Data for review below:
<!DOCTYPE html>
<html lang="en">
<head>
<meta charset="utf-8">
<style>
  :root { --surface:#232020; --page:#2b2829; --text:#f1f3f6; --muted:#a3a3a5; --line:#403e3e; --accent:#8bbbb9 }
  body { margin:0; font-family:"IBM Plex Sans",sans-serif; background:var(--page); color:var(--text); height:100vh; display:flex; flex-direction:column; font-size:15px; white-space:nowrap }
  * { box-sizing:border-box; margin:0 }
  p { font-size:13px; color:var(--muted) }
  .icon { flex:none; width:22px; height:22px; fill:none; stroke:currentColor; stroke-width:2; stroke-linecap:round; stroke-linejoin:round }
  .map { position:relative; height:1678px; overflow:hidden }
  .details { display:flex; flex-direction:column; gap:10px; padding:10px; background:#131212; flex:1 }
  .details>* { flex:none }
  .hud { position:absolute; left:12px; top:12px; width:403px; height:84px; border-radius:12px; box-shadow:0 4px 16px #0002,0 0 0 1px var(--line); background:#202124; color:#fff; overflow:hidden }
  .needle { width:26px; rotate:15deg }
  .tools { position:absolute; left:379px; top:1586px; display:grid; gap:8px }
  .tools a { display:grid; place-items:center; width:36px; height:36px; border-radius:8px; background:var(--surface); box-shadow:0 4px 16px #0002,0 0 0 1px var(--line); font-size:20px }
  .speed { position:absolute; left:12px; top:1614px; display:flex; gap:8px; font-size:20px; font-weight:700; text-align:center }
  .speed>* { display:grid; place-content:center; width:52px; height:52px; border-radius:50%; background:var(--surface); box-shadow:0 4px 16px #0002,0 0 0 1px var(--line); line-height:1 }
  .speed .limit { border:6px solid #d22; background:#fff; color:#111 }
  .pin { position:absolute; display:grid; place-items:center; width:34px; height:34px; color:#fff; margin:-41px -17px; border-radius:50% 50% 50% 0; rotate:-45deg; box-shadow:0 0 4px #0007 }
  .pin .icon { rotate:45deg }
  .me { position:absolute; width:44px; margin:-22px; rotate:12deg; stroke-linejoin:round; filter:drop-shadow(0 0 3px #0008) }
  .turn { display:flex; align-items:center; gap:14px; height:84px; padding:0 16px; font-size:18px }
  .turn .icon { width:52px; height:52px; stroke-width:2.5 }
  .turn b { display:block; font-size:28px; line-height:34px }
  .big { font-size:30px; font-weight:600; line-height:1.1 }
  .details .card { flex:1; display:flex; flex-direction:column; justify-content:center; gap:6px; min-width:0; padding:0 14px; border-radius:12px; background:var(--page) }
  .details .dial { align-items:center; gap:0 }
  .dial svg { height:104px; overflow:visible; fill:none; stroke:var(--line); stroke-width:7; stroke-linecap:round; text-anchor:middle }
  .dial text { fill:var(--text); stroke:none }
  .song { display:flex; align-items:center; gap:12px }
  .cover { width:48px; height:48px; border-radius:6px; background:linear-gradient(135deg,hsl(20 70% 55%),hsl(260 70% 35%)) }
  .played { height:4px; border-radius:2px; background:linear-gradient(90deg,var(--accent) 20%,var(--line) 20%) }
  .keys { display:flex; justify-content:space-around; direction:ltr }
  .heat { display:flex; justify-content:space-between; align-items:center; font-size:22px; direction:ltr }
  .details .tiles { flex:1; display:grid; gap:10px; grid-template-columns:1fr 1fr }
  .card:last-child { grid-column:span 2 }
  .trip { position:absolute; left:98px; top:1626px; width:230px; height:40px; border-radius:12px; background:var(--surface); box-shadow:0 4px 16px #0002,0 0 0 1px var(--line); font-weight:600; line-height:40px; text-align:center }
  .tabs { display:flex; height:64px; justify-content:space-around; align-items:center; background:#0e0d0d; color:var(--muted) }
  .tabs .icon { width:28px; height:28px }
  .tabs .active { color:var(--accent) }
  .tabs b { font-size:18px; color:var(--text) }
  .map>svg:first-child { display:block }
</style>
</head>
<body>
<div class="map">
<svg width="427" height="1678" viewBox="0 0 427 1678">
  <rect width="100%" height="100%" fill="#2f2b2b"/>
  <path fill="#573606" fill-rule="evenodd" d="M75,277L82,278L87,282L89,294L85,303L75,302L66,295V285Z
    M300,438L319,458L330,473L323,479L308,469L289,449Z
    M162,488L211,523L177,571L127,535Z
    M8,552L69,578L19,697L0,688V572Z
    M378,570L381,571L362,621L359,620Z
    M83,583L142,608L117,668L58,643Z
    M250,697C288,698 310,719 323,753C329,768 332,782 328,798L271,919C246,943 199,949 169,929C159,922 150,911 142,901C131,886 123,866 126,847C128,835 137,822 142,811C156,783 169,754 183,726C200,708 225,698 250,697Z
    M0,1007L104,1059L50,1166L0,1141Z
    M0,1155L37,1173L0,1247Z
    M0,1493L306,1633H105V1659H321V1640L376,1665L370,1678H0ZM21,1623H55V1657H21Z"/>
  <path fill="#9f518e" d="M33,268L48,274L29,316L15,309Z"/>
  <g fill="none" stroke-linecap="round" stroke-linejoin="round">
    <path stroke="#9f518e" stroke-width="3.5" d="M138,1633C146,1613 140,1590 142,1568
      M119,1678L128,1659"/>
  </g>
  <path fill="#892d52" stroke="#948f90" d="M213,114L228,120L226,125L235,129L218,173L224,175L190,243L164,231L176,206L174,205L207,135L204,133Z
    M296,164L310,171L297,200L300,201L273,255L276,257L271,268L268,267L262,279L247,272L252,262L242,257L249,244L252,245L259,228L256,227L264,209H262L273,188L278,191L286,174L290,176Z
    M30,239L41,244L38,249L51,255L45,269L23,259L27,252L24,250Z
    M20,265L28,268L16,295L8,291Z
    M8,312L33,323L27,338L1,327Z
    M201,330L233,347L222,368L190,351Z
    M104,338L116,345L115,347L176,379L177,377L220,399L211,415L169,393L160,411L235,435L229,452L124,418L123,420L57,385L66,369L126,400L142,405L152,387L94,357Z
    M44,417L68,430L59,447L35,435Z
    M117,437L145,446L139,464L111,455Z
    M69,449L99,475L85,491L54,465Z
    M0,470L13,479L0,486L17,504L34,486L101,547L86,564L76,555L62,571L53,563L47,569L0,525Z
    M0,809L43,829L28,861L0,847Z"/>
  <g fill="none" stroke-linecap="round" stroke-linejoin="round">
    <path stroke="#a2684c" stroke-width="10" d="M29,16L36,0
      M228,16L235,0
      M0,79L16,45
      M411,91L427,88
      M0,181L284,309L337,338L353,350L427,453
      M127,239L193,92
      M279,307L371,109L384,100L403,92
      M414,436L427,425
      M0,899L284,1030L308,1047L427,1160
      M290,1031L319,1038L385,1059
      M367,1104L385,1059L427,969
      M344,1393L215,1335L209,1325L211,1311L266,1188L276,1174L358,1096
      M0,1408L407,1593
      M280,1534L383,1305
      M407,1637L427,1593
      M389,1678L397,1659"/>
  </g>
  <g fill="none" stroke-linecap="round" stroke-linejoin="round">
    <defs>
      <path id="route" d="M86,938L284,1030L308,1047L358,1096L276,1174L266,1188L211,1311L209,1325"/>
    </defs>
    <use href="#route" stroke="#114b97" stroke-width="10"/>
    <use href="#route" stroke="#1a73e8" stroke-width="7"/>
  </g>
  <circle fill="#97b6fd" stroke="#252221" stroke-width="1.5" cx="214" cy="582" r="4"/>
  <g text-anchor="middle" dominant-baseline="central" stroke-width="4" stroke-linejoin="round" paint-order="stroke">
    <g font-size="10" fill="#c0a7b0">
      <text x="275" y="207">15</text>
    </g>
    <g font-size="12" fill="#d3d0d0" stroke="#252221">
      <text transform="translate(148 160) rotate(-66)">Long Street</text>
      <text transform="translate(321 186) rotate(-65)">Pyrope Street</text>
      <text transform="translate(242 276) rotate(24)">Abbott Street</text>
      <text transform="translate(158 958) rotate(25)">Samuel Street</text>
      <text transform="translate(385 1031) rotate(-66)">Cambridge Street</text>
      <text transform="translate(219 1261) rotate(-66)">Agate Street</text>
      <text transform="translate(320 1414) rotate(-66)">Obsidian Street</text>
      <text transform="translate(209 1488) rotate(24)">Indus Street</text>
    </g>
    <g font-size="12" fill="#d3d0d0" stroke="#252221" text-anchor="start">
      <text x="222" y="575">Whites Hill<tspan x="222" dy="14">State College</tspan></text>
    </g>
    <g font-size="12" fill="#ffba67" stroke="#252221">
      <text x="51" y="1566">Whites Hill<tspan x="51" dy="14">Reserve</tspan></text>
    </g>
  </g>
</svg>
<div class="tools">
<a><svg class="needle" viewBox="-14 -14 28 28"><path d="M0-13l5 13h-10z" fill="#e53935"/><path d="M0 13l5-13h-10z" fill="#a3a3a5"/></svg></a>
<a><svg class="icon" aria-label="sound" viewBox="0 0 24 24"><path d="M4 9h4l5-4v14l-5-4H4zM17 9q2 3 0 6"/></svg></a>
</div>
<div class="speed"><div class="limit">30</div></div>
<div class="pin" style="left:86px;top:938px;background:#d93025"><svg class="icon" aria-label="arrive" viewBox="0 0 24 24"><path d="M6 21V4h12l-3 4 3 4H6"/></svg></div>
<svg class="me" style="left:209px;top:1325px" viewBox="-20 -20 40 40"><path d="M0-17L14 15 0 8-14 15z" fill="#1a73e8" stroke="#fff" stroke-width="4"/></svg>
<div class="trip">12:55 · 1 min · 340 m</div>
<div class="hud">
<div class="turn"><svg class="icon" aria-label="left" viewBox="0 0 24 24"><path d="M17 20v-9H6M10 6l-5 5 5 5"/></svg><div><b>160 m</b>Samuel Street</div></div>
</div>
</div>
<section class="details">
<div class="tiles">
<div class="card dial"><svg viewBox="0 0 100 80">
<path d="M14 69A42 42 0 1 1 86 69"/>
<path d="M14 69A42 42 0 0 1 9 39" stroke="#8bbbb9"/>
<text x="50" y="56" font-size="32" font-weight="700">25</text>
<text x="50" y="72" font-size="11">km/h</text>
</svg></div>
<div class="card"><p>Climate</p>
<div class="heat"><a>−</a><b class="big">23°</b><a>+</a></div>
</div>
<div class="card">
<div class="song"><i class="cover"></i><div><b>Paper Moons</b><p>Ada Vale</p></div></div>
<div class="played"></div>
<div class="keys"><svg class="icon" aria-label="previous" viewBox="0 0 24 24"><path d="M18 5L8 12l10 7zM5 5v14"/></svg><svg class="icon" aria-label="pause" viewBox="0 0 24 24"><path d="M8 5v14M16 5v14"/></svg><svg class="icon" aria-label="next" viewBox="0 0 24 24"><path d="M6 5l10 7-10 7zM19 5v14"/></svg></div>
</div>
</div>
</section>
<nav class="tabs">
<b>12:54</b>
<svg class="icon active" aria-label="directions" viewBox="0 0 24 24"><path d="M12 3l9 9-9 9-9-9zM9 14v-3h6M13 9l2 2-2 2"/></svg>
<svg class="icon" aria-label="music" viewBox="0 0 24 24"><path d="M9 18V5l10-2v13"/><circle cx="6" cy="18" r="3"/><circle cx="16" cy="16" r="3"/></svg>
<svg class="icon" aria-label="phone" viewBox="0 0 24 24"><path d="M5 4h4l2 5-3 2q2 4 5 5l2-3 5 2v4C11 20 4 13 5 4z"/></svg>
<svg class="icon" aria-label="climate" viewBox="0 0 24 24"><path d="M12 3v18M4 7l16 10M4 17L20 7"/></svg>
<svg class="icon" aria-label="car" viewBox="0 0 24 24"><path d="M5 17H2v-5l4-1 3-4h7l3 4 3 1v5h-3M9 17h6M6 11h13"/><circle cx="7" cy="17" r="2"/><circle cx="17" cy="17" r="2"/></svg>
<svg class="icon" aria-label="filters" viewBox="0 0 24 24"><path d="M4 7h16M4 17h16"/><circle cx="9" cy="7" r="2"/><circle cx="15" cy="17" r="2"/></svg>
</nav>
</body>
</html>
End of Data for review.
Work instructions
Go through the data and show every line where "linear" occurs.

Expected answer
  .cover { width:48px; height:48px; border-radius:6px; background:linear-gradient(135deg,hsl(20 70% 55%),hsl(260 70% 35%)) }
  .played { height:4px; border-radius:2px; background:linear-gradient(90deg,var(--accent) 20%,var(--line) 20%) }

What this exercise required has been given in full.